Kenyan blogger Malcom Bidali is languishing in Qatari custody with no official charges leveled against fifteen days after his arrest.

While demanding for his immediate release or disclosure of the offensive charges, the Committee to Protect Journalists also asked Qatari authorities not to try and silence critical reporting on the country’s labor rights record ahead of the 2022 World Cup, the Committee to Protect Journalists said today.

According to news reports and a joint statement by Migrant Rights and several human rights groups, Qatari state security officers arrested Bidali on the night of May 4 to 5. The Kenyan national who blogs about labor issues in Qatar for the advocacy group Migrant Rights, from his home in a dorm for migrant workers was taken to an undisclosed location for questioning.

Qatari authorities officials told The Guardian and the independent Qatari publication Doha News that a Kenyan national had been taken into custody and was under investigation for unspecified violations of security laws.

“We are alarmed by the detention of blogger Malcolm Bidali without any reason disclosed, especially given Qatari authorities’ record of trying to shut down reporting on labor rights ahead of the country’s hosting of the World Cup next year,” said CPJ Senior Middle East and North Africa Researcher Justin Shilad.

“Authorities should explain why they are holding Bidali or release him immediately and unconditionally, and ensure that respect for press freedom is an ironclad commitment, not an empty promise.”

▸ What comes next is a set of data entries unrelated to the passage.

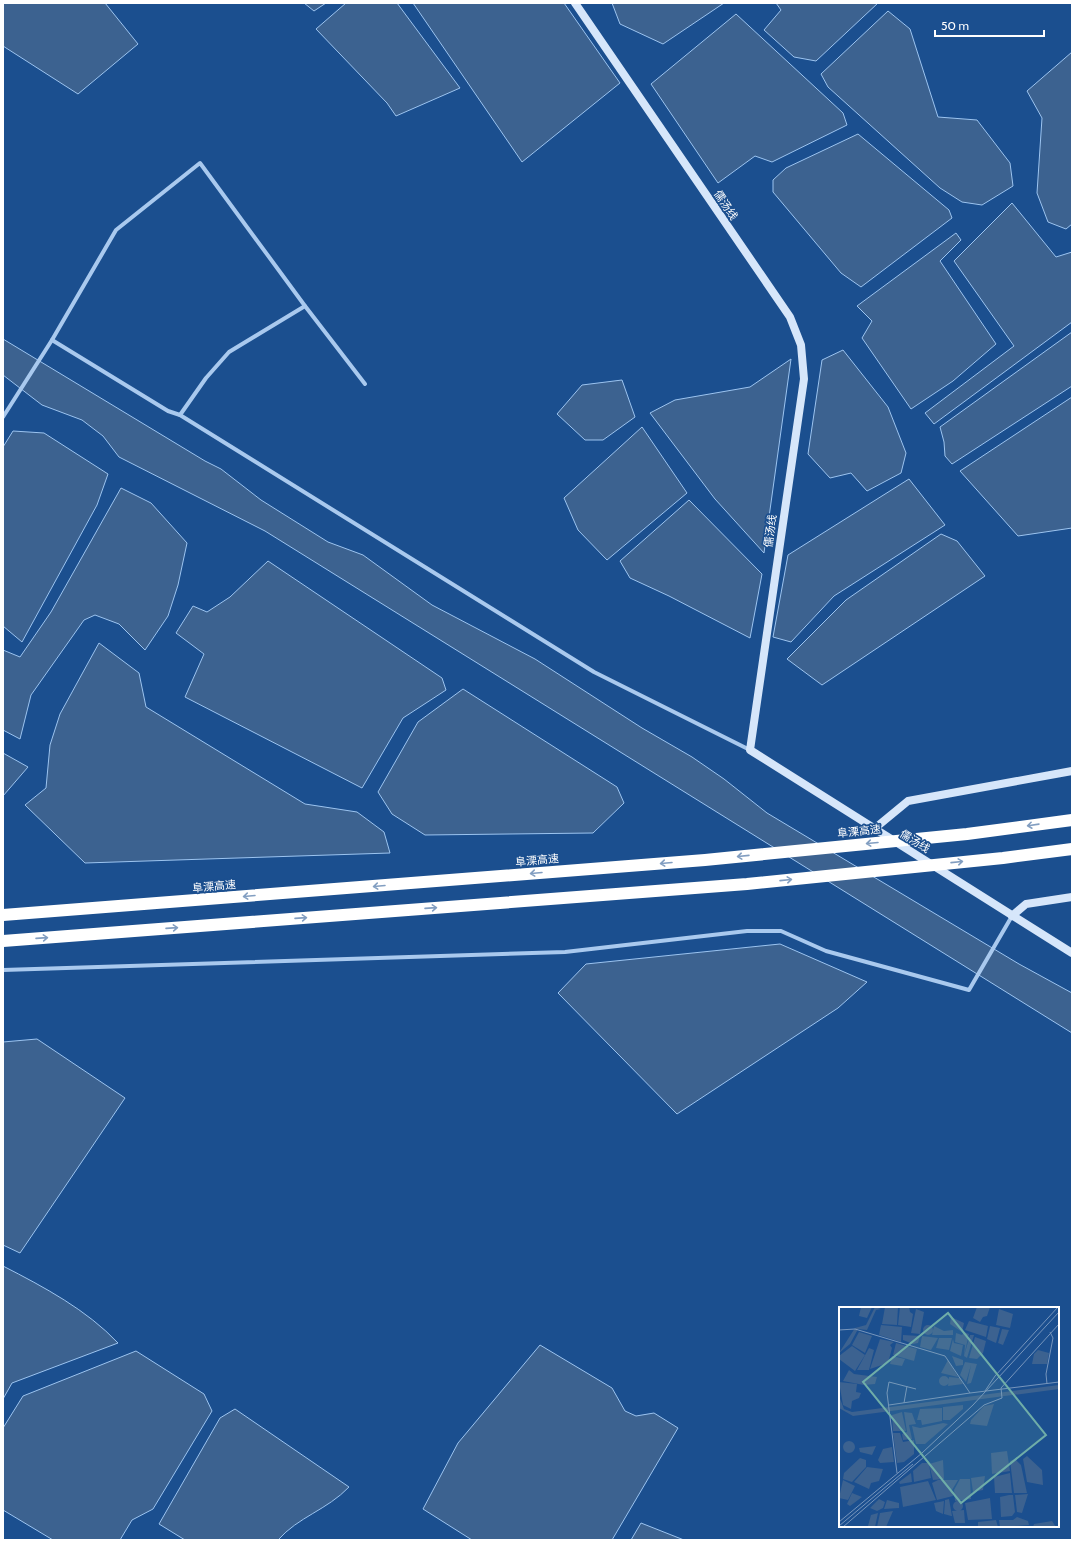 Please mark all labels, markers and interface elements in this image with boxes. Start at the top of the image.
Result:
scale bar [935,12,1044,38]
text: 50 m [941,18,969,33]
street label: 儒汤线 [711,187,741,223]
street label: 儒汤线 [761,514,779,548]
one-way arrow [1027,821,1040,829]
street label: 阜溧高速 [836,822,882,840]
street label: 儒汤线 [897,826,933,856]
one-way arrow [866,839,879,847]
street label: 阜溧高速 [514,851,560,869]
one-way arrow [737,852,750,859]
one-way arrow [950,858,963,866]
one-way arrow [660,859,673,866]
one-way arrow [530,870,543,877]
one-way arrow [779,876,792,883]
street label: 阜溧高速 [191,877,237,895]
one-way arrow [373,882,386,889]
one-way arrow [243,893,256,900]
one-way arrow [424,905,437,912]
one-way arrow [294,915,307,922]
one-way arrow [165,925,178,932]
one-way arrow [35,935,48,942]
inset map [839,1307,1059,1527]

CPJ could not immediately determine where Bidali is being held, or whether any charges had been filed in his case. Efforts by CPJ for comment by Qatar’s Government Communications Office through email are yet to bear any fruit.

Bidali has lived in Qatar for three years and works as a security guard, while contributing to Migrant Rights under a pen name. In his recent reports under the name “Noah,” Bidali covered alleged labor rights violations, wages, and migrant workers’ living conditions.

He also posts on similar topics on his Twitter and Instagram accounts, which were both last updated on May 4.

According to the Migrant Rights statement, Bidali gave an account about his experience as a migrant worker in Qatar to a group of civil society and labor organizations one week before his arrest.

The Associated Press reported that Bidali clicked on a suspicious internet link around the time of that presentation, potentially exposing him to hacking software.

CPJ has previously documented repeated arrests of journalists who cover labor issues, especially those leaning towards alleged abuses in connection with construction for the 2022 World Cup.